Tuesday, November 27, 2012

See The Instruction

With the spider’s nest secured in the large glass jar and put into my school satchel. One of those classic-style, side satchels, with the buckles. The style that was suitable for the lower aged schools where all you had to worry about carrying was your lunch and a few exercise books. Such a bag would be totally unsuitable for the intermediate aged school. The amount of books that we were required to carry to and from school would never begin to fit into a satchel. The work books, the text books, the sports gear (because everyone did sports then. Everyone. Regardless of how you felt about it).

One of the problems with young school students today, (as I see it) is we give them too many choices, before they have even the basics settled in their minds. Their focus is distracted with multiple choices and they do not possess the necessary skills to make informed decisions. There are three basic lesson areas that every child should be able to cope with. Simple maths. The ability to add, subtract, multiply and divide ….. correctly. Not guess it. Not roughly. When was the last time a clerk in a store counted back the change they gave you, to equal the amount you provided. They don’t seem to be able to do that anymore.
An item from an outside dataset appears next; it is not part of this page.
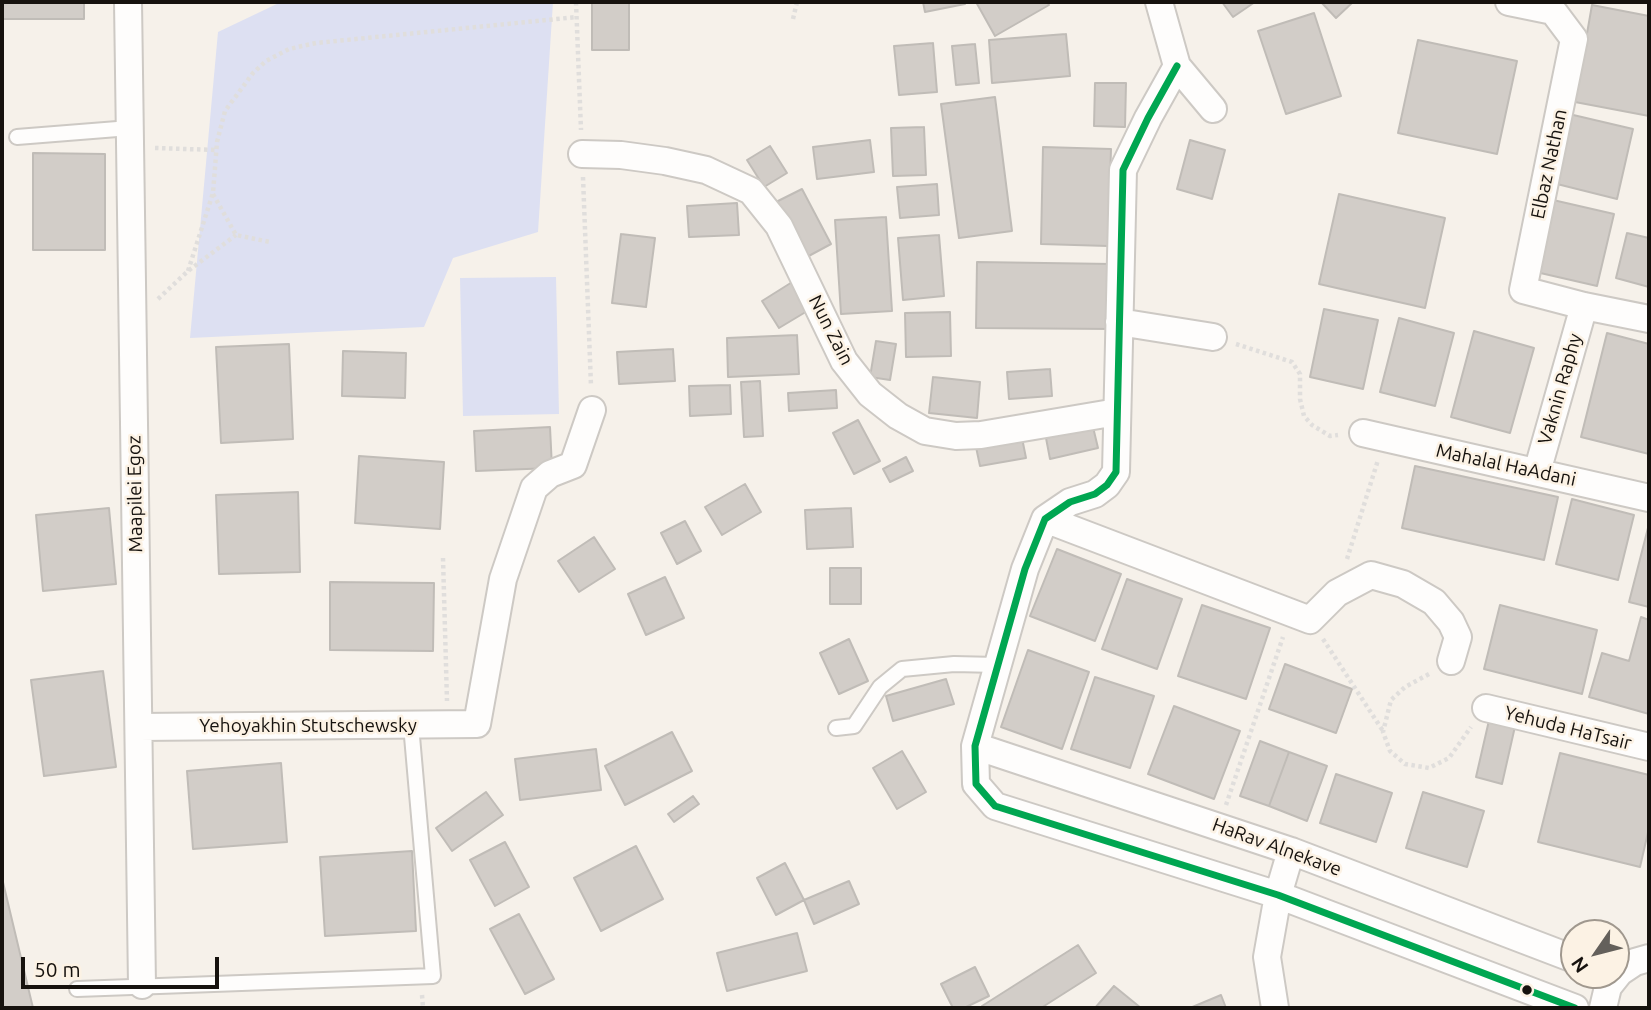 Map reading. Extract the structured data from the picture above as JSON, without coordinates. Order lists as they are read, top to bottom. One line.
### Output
{"streets":{"street":["Elbaz Nathan","Nun Zain","Vaknin Raphy","Mahalal HaAdani","Maapilei Egoz","Yehoyakhin Stutschewsky","Yehuda HaTsair","HaRav Alnekave"]},"crossings":[["Elbaz Nathan","Vaknin Raphy"],["Vaknin Raphy","Mahalal HaAdani"],["Maapilei Egoz","Yehoyakhin Stutschewsky"]],"scale_bar":"50 m","north":"bottom left"}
The hand you the change, based entirely on what the machine says. Every now and then, depending on attitude of the person serving, I have asked them to count it back. To actually add the change to the price and give the total (yes, I can be a pain sometimes). The recent case was when the girl tried to count it back she started with the total I had given her ($50) and started adding the change to that ($14.20) so when she was nearly completed at $64.00 she stood looking at the twenty cents and said…. (wait for it), “You gave me too much” (I kid you not) Tell me there is nothing wrong with our education system. So let’s get back to teaching those basics and get the children being able to count.
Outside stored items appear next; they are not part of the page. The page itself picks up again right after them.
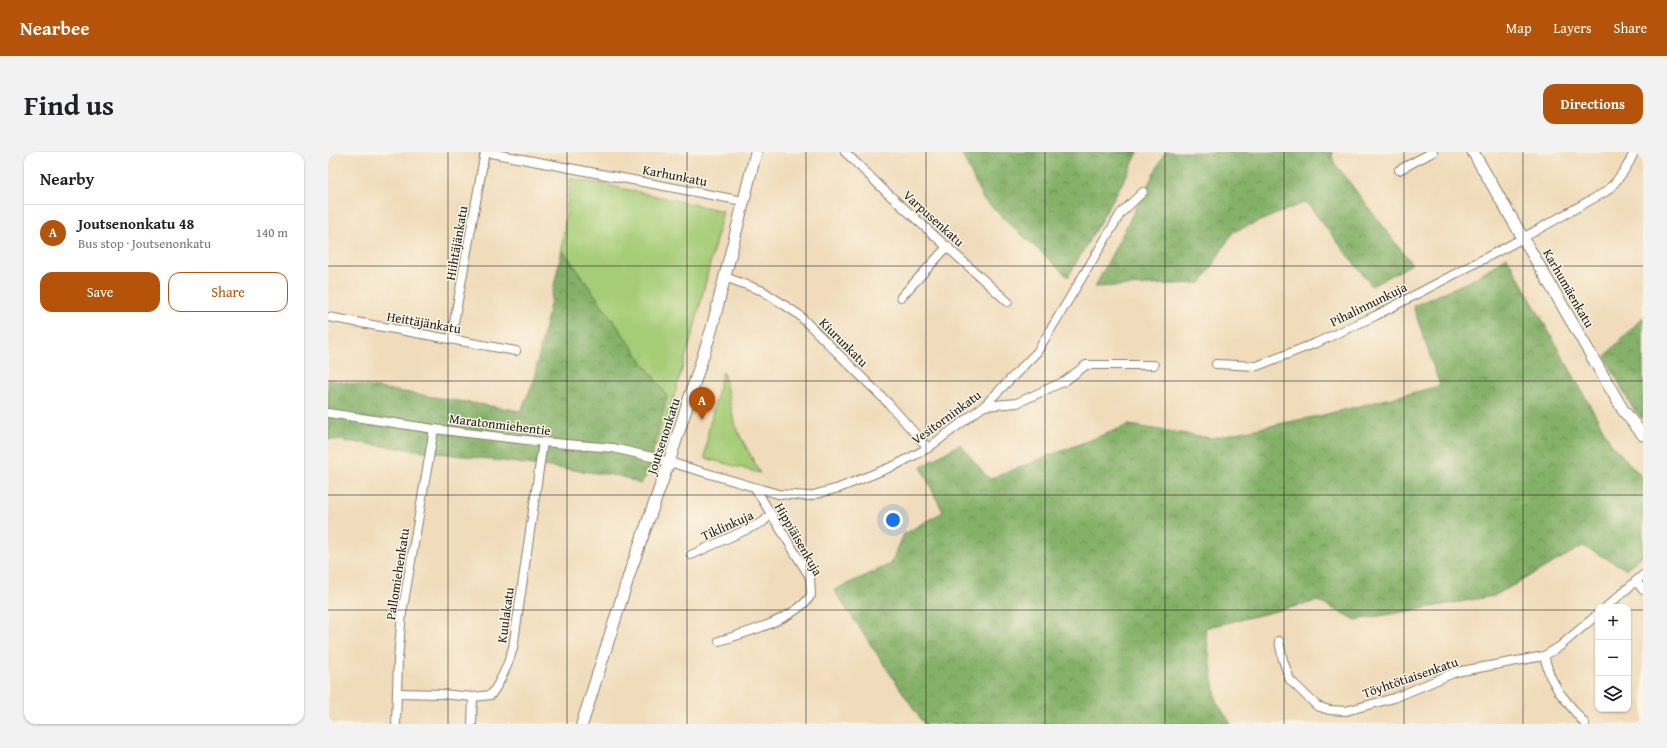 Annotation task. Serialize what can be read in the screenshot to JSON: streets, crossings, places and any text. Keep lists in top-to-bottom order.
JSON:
{
  "streets": {
    "main road": ["Karhumäenkatu", "Joutsenonkatu"],
    "street": [
      "Karhunkatu",
      "Varpusenkatu",
      "Hiihtäjänkatu",
      "Pihalinnunkuja",
      "Heittäjänkatu",
      "Kiurunkatu",
      "Vesitorninkatu",
      "Maratonmiehentie",
      "Tiklinkuja",
      "Hippiäisenkuja",
      "Pallomiehenkatu",
      "Kuulakatu",
      "Töyhtötiaisenkatu"
    ]
  },
  "crossings": [
    ["Karhunkatu", "Hiihtäjänkatu"],
    ["Karhunkatu", "Joutsenonkatu"],
    ["Hiihtäjänkatu", "Heittäjänkatu"],
    ["Karhumäenkatu", "Pihalinnunkuja"],
    ["Kiurunkatu", "Vesitorninkatu"],
    ["Kiurunkatu", "Joutsenonkatu"],
    ["Vesitorninkatu", "Maratonmiehentie"],
    ["Vesitorninkatu", "Joutsenonkatu"],
    ["Vesitorninkatu", "Hippiäisenkuja"],
    ["Maratonmiehentie", "Joutsenonkatu"],
    ["Maratonmiehentie", "Pallomiehenkatu"],
    ["Maratonmiehentie", "Kuulakatu"],
    ["Tiklinkuja", "Hippiäisenkuja"],
    ["Pallomiehenkatu", "Kuulakatu"]
  ],
  "page": {
    "header": "Nearbee",
    "nav": ["Map", "Layers", "Share"],
    "title": "Find us",
    "buttons": [
      "Directions",
      ["Save", "Share"]
    ],
    "heading": "Nearby",
    "list": [
      {
        "mark": "A",
        "name": "Joutsenonkatu 48",
        "note": "Bus stop · Joutsenonkatu",
        "value": "140 m"
      }
    ],
    "pins": "A",
    "map_buttons": ["+", "−"]
  }
}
Then there is the need to read and write. It cannot really be that hard. We learnt before we went to school. We were reading at five years of age. After that we just learnt to read harder words. But, I still can and do read all the time. I have met children as old as 16 who cannot read, adults who are totally unsure of many words and yet all, have at some stage, passed through ten to twelve years of schooling. Nowadays, the schools will not keep them back if they fail. ‘It puts a stigma on them” is the government bodies response. What sort of a stigma will they have if they have to live their life incapable of reading the simplest of things.  I can ignore the need to read a daily newspaper (and generally do because I hate reading all the spelling and grammatical errors that now appear in them as national standards slip), but how about warning notices and legal notifications. How can they prepare for an emergency, if they can’t read “Open other end”?